Stadionkonzert als Wiedereinstieg

Nun also das erste Mal ein Großkonzert seit langer Zeit. Und dann gleich im Dynamostadion in Dresden. Schon Tage vorher bin ich nervös. Wie es sich wohl anfühlen wird, wieder zwischen so vielen Menschen zu stehen? Dicht an dicht inmitten von Tausenden?

Als ich meine Sachen zusammensuche, merke ich, dass ich außer Übung bin. Vor Corona lag meist alles, was ich auf Konzerten brauchte, griffbereit. Nun muss ich mich bewusst erinnern. Der Himmel ist grau, also ein Regencape. Tickets, Geld, Schlüssel, etwas Traubenzucker für den Kreislauf, eine Wasserflasche fürs Auto. Dazu eine FFP2-Maske und Desinfektionsmittel. Manche Angewohnheiten der vergangenen Pandemie-Jahre kann ich eben nur schwer ablegen.

Dinge, die mir gefehlt haben - das Gemeinschaftsgefühl
- den Bass im Körper zu fühlen
- singen, tanzen, springen
- Merchandising-Produkte direkt am Konzertort kaufen

Nach Anfahrt und Parkplatzsuche gehen wir zu dritt zum Stadion. Es sind schon viele Menschen da. Ich fühle mich etwas unwohl: Keine Masken, wenig Abstand, all das bin ich nicht mehr gewöhnt. Wenigstens sind wir an der frischen Luft.

Gewohnheiten setzen sich durch

So langsam stellen sich gewisse Automatismen meiner zahlreichen Konzertbesuche wieder ein. Ein Besuch am Merch-Stand, dann etwas zu trinken, fix noch zu den Toiletten. Spätestens jetzt bin ich froh, dass ich Desinfektionsmittel dabei habe.

Wir sichern uns einen Platz im hinteren Drittel des Stadions an einer Absperrung genau vor einem Getränkestand. Dieser Platz hat viele Vorteile, finde ich. Wir können uns anlehnen und direkt vor uns kann sich niemand hinstellen, was mir einen gewissen optischen Freiraum verspricht. Ein Nachteil, den wir aber erst später spüren werden: Das lange Stehen auf dem Metall der Absperrung ist kein Spaß für unsere Füße.

Dinge, die mir nicht gefehlt haben - fremde Menschen zu dicht an meinem Körper
- Dixi-Toiletten
- Schlange stehen an den Toiletten, Getränke- und Merchandise-Ständen
- Parkplatzsuche
- Stau vor der Heimfahrt nach einem tollen Konzerterlebnis

Bei den Vorbands reagiert das Publikum noch etwas verhalten.
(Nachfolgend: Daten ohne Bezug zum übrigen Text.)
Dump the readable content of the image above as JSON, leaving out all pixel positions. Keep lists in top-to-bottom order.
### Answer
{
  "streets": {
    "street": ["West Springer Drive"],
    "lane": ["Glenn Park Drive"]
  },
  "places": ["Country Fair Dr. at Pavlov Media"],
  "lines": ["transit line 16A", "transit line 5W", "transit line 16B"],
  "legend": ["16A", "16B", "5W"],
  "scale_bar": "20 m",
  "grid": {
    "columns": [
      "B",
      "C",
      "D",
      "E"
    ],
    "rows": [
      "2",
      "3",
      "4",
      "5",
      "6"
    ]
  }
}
Auch wir warten ab. Als "Die Ärzte" endlich die Bühne betreten, wird es laut im Stadion. Doch anscheinend geht es vielen Leuten wie mir, sie müssen sich erst wieder daran gewöhnen, auf Konzerten zu tanzen und zu springen. So richtig Bewegung kommt erst beim vierten oder fünften Lied auf.

Alltagsstress wegtanzen

Aber dann gibt es kein Halten mehr! Auch ich fühle mich endlich wieder wie immer auf Konzerten: Als Teil einer großen Gemeinschaft, die zusammen eine Band, eine Überzeugung und eine Leidenschaft feiert. Ich kann Musik wieder körperlich fühlen und den Alltagsstress wegtanzen, wegspringen, wegsingen.

Sieben Stunden liegen hinter uns - vom Einlass bis zum Konzertende. Erst auf dem Weg Richtung Ausgang fällt mir auf, dass mein Körper mir diese Anstrengung wahrscheinlich noch ein paar Tage übel nehmen wird. Ich bin eben nicht mehr im Training. Doch das Glücksgefühl überwiegt.